Top energy CEOs defend low carbon efforts, call for realism from campaigners

Time: March 09, 2020

KEY POINTS

BP CEO says he’s “alarmed” to hear words like “extinction, crisis, and emergency.”

His counterpart at Siemens says the current energy mix is preventing poverty for millions.

Total’s Patrick Pouyanne calls for less emotion and more rational thought in the climate change debate.

Energy titans are defending their efforts to secure a lower carbon future and are calling for environmental campaigners to remember how vital the current energy mix is to millions of people.


Speaking on a CNBC-moderated panel Monday at the Abu Dhabi International Petroleum Exhibition & Conference (Adipec), leaders of huge oil and gas firms offered a defiant voice on current efforts to reduce carbon.


“I am alarmed when you hear things like extinction, crisis, emergency in some parts of the world,” outgoing CEO of BP, Bob Dudley told CNBC’s Steve Sedgwick on Monday.


“And then you spend time in some parts of the world, like I have in India, South East Asia, there is a different type of emergency where villages don’t have access to electricity and pumps don’t produce clean water.”


Dudley said global energy needs are rapidly rising and a 30 to 40% energy capacity upgrade would be needed to accommodate the predicted additional 2 billion extra people on the planet by the year 2040.


The 64-year-old, who is set to step down in early 2020, added that there was a lack of realism from environmentalists and lawmakers who want the energy industry to immediately stop carbon-emitting activity.


“There’s just a lot of people, very well-meaning people, who want to believe that there is a simple solution,” said Dudley.


The BP boss said natural gas, which emits roughly half of the carbon as coal to produce the same level of energy, needed to be a big part of the energy transition story. He said fast-developing technology to monitor gas leakage, such as satellite imagery and drone inspection, would soon help to reduce waste further.


Also speaking on the panel was Total CEO, Patrick Pouyanne. The French energy leader said the traditional oil and gas players would not “become dinosaurs,” as the world looks to de-carbonize, “because we have a brain.”


Pouyanne said the world understands an “absolute need for energy” and that the industry has to put its belief into evolving technology as a means to produce “cleaner” power.

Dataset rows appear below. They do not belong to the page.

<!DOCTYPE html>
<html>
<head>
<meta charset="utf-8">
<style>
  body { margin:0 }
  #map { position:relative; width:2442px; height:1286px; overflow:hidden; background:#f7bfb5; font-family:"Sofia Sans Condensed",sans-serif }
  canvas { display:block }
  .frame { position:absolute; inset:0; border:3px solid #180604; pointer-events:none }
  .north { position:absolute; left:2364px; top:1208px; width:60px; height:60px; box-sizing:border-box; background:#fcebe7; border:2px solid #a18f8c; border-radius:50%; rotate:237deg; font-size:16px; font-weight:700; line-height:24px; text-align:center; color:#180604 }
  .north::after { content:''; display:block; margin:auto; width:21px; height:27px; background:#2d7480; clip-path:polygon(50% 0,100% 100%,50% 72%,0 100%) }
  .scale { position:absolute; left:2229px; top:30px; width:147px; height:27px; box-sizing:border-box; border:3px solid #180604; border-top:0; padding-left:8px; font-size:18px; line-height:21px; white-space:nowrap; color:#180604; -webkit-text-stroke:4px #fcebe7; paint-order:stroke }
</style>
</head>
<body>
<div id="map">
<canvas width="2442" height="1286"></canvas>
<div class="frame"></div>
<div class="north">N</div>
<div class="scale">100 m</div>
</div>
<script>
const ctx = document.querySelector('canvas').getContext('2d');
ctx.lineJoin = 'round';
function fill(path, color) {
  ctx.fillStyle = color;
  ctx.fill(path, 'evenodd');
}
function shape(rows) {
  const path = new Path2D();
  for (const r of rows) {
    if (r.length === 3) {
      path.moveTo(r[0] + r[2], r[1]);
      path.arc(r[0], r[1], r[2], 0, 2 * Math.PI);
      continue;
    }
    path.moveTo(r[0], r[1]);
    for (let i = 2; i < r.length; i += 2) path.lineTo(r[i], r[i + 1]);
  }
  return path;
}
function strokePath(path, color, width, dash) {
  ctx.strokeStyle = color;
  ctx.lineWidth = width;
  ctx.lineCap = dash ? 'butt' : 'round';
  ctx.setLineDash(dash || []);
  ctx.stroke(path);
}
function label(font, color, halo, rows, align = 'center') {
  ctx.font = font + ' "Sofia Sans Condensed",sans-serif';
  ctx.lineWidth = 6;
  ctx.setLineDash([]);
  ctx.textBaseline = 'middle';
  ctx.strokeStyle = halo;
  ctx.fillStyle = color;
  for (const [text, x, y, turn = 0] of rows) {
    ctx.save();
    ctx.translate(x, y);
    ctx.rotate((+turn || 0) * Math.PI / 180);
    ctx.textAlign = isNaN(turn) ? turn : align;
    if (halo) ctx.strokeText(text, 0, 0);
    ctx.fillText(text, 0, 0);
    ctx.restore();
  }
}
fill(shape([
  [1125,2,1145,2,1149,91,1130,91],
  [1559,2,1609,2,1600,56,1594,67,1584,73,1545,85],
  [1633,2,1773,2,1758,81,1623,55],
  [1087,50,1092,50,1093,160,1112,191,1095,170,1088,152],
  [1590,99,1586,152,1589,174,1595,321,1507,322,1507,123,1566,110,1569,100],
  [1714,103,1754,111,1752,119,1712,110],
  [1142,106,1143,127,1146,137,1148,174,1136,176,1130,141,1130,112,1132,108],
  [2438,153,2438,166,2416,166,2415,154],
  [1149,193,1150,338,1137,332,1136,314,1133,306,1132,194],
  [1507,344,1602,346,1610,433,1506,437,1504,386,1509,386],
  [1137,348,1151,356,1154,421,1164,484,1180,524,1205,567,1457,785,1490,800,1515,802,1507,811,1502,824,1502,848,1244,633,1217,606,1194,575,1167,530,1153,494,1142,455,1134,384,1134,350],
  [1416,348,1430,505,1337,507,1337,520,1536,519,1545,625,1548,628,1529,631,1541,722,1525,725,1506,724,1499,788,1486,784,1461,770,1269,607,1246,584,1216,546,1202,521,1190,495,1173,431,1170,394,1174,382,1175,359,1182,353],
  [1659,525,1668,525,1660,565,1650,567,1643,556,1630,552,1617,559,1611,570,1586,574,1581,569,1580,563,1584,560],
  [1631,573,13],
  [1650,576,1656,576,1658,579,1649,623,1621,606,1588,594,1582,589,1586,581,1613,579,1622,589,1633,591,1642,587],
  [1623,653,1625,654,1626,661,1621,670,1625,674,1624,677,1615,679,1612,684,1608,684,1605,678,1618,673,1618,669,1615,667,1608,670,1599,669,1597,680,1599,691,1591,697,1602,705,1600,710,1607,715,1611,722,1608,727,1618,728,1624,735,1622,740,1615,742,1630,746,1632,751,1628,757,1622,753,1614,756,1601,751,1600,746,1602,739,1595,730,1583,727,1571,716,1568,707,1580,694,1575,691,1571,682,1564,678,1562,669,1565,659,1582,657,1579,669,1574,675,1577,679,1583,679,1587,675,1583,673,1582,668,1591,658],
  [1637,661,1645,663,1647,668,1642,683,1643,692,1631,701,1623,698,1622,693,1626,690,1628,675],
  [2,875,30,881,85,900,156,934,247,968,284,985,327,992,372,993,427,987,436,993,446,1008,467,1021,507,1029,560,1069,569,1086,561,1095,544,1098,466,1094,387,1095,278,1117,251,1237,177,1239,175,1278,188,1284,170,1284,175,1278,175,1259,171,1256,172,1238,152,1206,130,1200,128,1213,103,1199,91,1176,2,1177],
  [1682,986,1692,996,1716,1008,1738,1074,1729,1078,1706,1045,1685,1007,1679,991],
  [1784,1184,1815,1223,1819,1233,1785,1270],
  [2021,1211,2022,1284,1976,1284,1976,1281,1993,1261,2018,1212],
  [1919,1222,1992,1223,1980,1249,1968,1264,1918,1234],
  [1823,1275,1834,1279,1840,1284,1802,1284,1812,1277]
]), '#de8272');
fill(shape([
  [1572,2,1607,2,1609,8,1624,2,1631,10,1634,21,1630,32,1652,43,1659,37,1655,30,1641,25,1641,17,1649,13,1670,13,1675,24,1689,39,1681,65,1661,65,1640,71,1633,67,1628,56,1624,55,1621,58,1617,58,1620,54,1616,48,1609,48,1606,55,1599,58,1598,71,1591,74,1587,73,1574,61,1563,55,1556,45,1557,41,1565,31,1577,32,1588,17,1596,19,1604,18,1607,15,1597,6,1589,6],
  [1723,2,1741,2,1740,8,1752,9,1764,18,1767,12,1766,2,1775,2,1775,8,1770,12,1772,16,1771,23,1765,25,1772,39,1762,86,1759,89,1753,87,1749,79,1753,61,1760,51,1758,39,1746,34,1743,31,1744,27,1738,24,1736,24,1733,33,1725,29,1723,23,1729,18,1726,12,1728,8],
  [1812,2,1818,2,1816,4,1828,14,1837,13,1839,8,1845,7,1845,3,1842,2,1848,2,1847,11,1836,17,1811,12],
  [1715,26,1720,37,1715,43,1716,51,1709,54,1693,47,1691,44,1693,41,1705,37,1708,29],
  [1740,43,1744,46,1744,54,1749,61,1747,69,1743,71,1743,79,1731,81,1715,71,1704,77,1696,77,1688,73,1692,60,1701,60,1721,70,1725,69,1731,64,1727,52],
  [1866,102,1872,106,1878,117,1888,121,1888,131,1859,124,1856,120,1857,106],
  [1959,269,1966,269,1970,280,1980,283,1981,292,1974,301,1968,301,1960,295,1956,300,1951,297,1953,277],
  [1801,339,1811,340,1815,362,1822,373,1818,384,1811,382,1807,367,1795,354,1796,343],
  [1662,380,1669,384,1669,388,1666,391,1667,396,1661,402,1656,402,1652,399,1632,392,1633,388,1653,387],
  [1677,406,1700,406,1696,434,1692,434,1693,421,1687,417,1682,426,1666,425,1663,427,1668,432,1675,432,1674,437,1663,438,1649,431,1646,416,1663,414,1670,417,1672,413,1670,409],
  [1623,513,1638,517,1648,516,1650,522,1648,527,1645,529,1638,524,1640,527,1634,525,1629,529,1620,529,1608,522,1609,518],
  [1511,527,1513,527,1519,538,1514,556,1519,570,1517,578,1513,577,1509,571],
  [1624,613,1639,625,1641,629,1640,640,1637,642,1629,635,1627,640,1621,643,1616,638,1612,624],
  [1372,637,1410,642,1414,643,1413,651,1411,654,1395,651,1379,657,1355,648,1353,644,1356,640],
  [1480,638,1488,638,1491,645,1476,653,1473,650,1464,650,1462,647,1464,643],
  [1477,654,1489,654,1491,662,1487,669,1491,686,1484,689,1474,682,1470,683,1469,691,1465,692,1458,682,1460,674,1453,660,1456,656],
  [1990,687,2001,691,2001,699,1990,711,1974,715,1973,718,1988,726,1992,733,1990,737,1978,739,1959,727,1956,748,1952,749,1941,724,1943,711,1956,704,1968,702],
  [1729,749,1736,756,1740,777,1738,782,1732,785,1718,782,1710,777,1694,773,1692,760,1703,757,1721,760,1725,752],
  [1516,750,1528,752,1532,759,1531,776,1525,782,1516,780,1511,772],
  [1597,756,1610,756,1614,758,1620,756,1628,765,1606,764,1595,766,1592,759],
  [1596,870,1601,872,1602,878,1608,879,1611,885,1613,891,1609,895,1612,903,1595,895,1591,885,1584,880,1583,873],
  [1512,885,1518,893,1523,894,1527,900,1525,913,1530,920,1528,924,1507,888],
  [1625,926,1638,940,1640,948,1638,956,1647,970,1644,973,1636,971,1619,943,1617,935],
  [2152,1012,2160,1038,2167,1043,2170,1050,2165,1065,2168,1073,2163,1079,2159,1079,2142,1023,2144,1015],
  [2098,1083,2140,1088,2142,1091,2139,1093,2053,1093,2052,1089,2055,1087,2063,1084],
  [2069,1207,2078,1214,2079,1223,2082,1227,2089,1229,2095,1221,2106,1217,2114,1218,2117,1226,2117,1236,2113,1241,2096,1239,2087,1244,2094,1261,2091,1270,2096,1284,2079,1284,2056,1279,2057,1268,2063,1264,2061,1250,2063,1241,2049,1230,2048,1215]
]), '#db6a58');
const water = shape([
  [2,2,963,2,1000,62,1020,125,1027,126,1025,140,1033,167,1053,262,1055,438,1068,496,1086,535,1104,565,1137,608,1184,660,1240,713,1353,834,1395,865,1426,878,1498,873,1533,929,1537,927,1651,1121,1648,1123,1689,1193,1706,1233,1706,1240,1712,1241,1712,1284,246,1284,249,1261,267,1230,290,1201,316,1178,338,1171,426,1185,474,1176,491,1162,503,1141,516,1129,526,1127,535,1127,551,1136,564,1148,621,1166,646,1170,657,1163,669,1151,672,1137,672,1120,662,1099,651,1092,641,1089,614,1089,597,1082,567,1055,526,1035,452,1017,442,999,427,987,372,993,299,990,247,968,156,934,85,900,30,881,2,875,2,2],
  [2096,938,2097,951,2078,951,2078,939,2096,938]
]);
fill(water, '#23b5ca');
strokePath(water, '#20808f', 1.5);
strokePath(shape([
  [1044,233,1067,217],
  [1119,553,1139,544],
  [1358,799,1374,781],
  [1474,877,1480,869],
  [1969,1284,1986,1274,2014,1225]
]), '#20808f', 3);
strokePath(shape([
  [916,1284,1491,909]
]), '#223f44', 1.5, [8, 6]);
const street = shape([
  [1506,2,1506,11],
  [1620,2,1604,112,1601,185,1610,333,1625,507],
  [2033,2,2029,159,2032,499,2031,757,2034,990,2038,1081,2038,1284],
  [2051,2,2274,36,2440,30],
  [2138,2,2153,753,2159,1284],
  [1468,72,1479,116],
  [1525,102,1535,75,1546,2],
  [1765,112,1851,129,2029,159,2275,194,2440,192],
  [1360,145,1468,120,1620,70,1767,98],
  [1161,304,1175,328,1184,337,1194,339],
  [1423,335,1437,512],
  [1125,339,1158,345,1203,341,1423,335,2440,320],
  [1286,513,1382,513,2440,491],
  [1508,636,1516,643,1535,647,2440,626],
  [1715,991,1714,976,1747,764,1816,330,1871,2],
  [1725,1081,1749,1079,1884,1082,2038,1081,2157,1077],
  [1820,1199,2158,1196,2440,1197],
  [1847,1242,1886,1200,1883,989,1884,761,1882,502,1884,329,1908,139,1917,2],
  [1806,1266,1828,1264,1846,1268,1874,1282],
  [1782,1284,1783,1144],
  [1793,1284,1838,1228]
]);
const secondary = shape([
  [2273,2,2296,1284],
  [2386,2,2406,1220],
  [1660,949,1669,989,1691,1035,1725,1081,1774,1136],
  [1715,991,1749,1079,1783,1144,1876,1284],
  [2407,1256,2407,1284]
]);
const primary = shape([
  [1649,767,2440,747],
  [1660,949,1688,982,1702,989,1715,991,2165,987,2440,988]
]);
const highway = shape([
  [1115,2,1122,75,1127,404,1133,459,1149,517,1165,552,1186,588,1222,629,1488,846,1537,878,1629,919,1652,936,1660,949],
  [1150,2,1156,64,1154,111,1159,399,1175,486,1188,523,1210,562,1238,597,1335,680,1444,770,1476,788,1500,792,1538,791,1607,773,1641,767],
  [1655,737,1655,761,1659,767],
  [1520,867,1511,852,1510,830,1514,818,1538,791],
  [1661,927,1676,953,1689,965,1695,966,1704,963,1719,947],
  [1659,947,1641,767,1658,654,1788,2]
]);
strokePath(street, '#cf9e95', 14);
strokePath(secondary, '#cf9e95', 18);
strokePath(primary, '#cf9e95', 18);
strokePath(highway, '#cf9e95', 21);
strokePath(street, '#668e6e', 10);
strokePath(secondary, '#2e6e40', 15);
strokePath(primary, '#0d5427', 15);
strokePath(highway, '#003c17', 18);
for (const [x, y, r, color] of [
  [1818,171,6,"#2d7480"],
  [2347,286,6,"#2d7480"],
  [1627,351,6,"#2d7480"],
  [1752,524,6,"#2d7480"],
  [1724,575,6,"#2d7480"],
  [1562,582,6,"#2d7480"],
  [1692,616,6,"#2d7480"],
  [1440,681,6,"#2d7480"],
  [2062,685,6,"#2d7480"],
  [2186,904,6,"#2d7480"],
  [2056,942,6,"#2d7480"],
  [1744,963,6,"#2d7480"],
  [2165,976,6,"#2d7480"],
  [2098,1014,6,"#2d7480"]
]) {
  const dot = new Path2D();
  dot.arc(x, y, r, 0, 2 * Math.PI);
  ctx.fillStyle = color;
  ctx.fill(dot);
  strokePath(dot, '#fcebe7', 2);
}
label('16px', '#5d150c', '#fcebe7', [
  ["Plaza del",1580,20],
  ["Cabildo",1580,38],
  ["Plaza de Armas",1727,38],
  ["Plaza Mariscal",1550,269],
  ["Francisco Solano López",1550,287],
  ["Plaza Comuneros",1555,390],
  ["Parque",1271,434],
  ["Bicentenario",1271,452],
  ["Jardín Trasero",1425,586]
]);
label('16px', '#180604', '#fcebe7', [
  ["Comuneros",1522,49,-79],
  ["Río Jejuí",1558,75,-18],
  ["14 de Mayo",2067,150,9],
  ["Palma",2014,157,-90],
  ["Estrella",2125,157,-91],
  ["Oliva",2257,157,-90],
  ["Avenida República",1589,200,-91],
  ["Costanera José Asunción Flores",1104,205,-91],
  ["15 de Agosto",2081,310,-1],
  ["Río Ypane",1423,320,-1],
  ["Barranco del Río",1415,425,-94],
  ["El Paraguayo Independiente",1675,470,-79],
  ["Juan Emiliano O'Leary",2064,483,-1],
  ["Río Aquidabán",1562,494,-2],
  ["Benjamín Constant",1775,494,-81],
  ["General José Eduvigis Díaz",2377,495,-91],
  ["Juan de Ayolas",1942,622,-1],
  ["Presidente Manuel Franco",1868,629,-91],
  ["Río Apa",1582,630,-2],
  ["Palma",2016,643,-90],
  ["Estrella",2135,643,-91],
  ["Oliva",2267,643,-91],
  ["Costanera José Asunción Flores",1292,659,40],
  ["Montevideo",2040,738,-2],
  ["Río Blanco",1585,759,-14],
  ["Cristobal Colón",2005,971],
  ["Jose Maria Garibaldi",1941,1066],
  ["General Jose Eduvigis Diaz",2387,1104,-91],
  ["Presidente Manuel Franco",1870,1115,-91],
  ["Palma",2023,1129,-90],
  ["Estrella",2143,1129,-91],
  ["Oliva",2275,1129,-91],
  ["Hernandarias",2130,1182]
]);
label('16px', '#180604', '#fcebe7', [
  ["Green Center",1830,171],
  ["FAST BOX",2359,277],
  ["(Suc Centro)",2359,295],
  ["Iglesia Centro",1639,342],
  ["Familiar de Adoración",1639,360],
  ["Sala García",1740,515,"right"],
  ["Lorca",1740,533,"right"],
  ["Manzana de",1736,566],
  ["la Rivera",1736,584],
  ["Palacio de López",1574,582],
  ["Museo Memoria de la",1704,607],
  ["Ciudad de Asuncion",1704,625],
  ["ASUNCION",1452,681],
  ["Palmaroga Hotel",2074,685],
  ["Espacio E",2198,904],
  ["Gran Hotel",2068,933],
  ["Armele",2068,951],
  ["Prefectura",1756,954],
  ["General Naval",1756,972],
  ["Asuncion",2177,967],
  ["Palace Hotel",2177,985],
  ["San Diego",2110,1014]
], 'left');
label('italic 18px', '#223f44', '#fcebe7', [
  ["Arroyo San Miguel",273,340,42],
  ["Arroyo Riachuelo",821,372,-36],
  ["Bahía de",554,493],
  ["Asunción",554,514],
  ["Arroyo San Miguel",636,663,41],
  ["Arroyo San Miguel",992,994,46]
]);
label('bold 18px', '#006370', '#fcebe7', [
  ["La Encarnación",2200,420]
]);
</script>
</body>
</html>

The Total boss said without energy, people cannot get out of poverty and the reality was that governments would not likely abandon traditional secure sources of power if it put development at risk.


“The question is not to be emotional, I mean I am an engineer, but more rational and to find together solutions without antagonizing one against the other,” said Pouyanne.


The 56-year-old Frenchman noted that in making a transition to low-carbon electricity he was less limited by capital than by securing sites, permits and eventually viable projects in different countries.


Joining the chorus of calls for more realism in the transition of energy was Siemens CEO Joe Kaeser.


“The whole world is calling for de-carbonization. But the fact of the matter is that energy is the lifeblood of modern civilization. And you don’t want to mess around with lifeblood,” said the German industrial leader.


Kaeser said there are “hundreds of millions of people” being pulled out of poverty because of energy and environmentalists needed to remember that when accusing the energy industry of not moving fast enough to address carbon emissions.


He added that each country would need to make its own plan to balance the ongoing energy needs of humans against its path to using cleaner fuel.